If I Only Look Up

Here I go again, lifting a hand in praise only to drop it when it tires. Focusing intently on the spot I last saw you, only for something to flicker in my peripheral view. Propping my head upwards with all the braces and contraptions I can find, in order to “set my mind on things above, not on earthly things.”

My neck is cramping, when finally: a spark. It’s being kindled right in front of me – in the dead center of this vision I’ve erected for myself. A reward for all my searching. But lo, as it lights, it creeps down, first slowly, then into a plunge. I strain my body to stay fixed on its brilliance, but the splint I’ve devised keeps me facing the void, out of sight of your star.

Alright, fine, if that’s how you want it.

Yanking my head from its chaining shrine, intended for a shot at righteousness, my eyes finally fall toward the fallen earth, and your fallen star.
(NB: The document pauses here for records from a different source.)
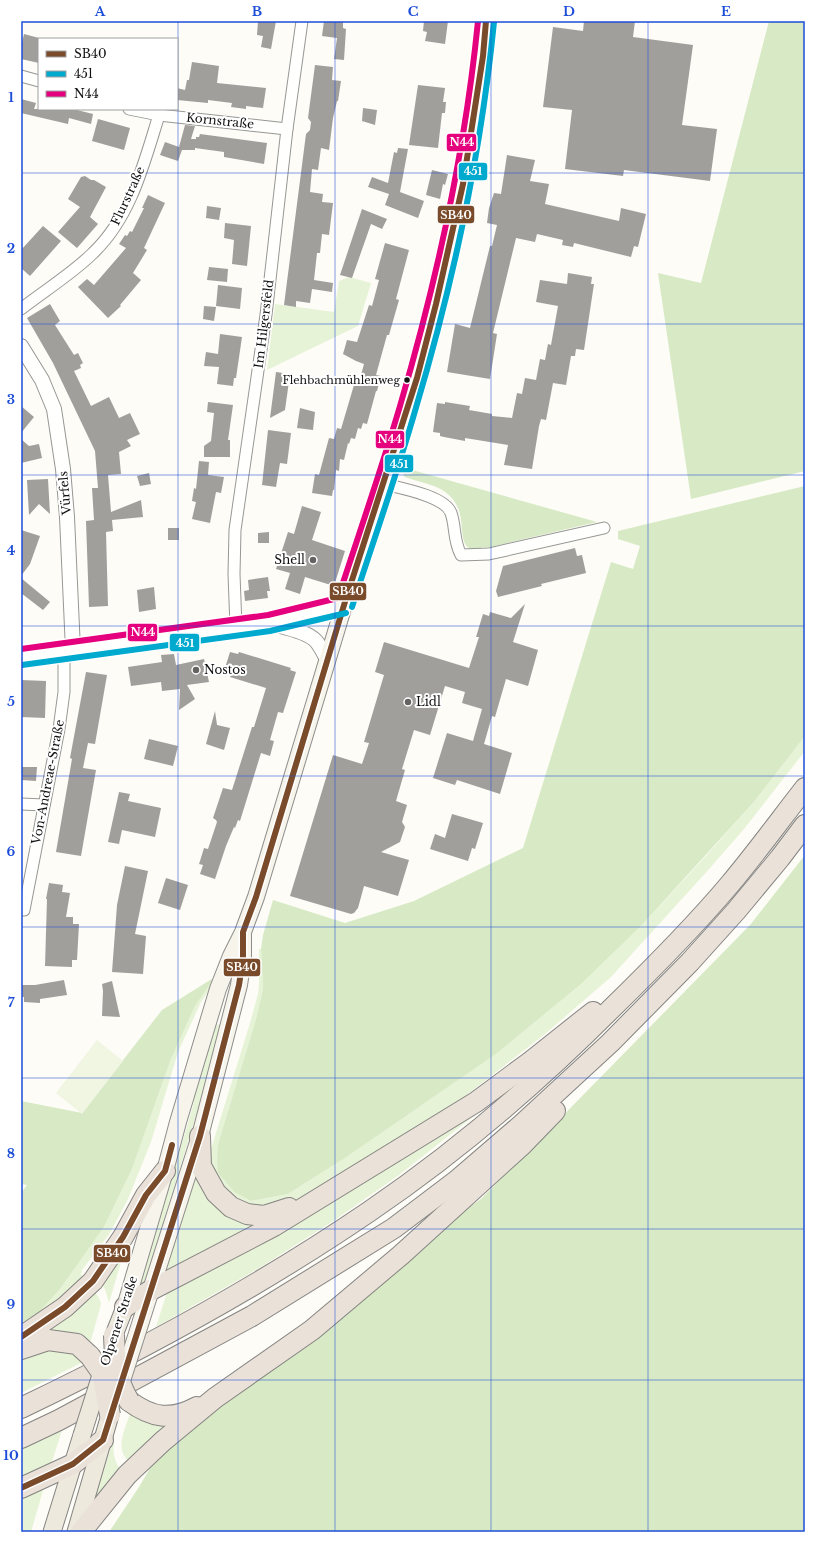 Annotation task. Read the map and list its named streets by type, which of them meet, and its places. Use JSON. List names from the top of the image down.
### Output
{
  "streets": {
    "main road": ["Olpener Straße"],
    "street": [
      "Kornstraße",
      "Flurstraße",
      "Im Hilgersfeld",
      "Vürfels",
      "Von-Andreae-Straße"
    ]
  },
  "crossings": [
    ["Kornstraße", "Flurstraße"],
    ["Kornstraße", "Im Hilgersfeld"],
    ["Vürfels", "Von-Andreae-Straße"]
  ],
  "places": [
    "Flehbachmühlenweg",
    "Shell",
    "Nostos",
    "Lidl"
  ],
  "lines": ["transit line SB40", "transit line N44", "transit line 451"],
  "legend": ["SB40", "451", "N44"],
  "grid": {
    "columns": [
      "A",
      "B",
      "C",
      "D",
      "E"
    ],
    "rows": [
      "1",
      "2",
      "3",
      "4",
      "5",
      "6",
      "7",
      "8",
      "9",
      "10"
    ]
  }
}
I find it lighting not one spot, but many. It is growing, multiplying. One minute, in the hosta blooms emerging from their roots. Another, in the faces of those I hold dear. Then in the forming of potter’s clay, and musical compositions, and science projects. Then in my own mind, imagination darting wildly like a wakened child.

Here is your temple, here are the fractals of glory you were talking about – not ones you have to pull out a telescope or keep opening the same wardrobe door to find, but the ones that have taken a fall for us. They take on the unstained humility of their Maker, don’t they? Descending from their perfect placement up there, to where we can touch and taste them down here?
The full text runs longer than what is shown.